© JUNGE FREIHEIT Verlag GmbH & Co.  www.jungefreiheit.de  03/12 13. Januar 2012

Grüße aus Santiago de Cuba
Warten auf das Wunder
Alessandra Garcia

Das große Wunder ist ausgeblieben, die Feierlichkeiten zum 63. Jahrestages des Sieges der Rebellen um Fidel Castro am 1. Januar sind vorbei. Dabei hatten Millionen Kubaner wie gebannt vor den Fernsehern gesessen. Präsident Rául Castro sprach vor der Nationalversammlung. Und die künftige Migrationspolitik war eines der Themen. Mehr wußte bereits der Buschfunk: Endlich sollte die erhoffte Reform des Reiserechts verkündet werden. Sollte es wirklich wahr werden, daß wir das Land verlassen können, ohne erst eine staatliche Genehmigung einzuholen?

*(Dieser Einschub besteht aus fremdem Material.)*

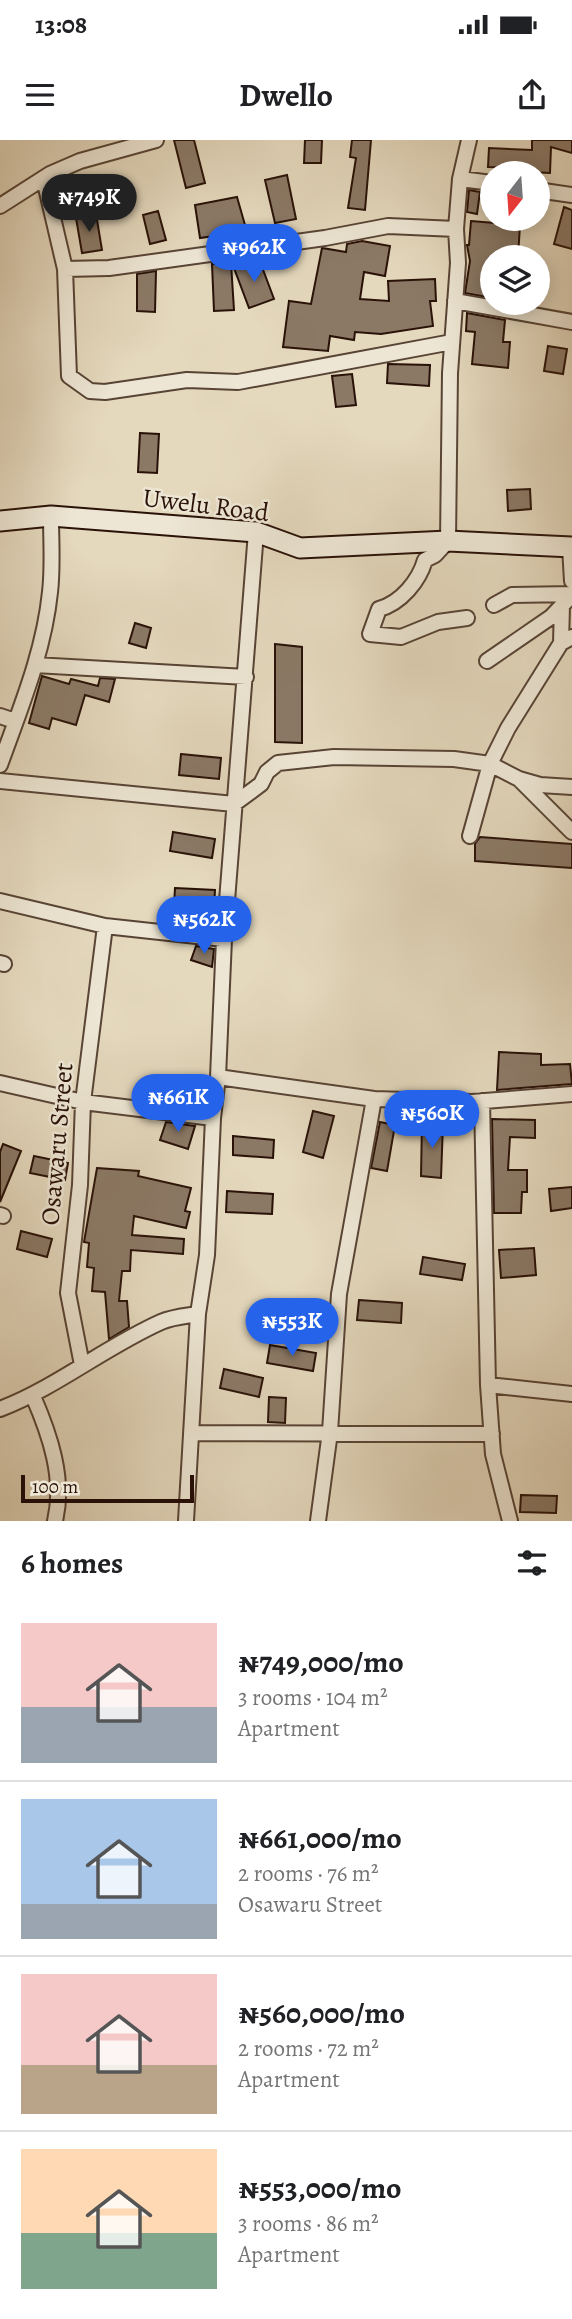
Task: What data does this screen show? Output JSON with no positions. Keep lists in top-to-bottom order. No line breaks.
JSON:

Aber der Präsident bekundete letztlich nur seinen Willen, das Reiserecht zu reformieren. Aber die notwendigen Änderungen müßten schrittweise durchgeführt werden. Schließlich, so Castro, sei die Thematik komplex, und jeder Schritt müsse aufgrund seiner positiven und negativen Auswirkungen sorgfältig bewertet werden.

Die Regierung hat schlicht und einfach Angst, daß das Volk die Koffer packt und geht. Schließlich hat fast jeder einen Verwandten unter den etwa zwei Millionen Exilkubanern. Einen kleinen Vorgeschmack gab es bereits, als Zehntausende zwischen 2008 und 2011 bei der Botschaft Spaniens einen Paß beantragten. Denn bis Ende 2011 galt das „Gesetz der Enkel“, nach dem Nachfahren von Spaniern, die während der Franco-Diktatur geflüchtet waren, zusätzlich zu ihrem jetzigen auch einen spanischen Paß erhalten.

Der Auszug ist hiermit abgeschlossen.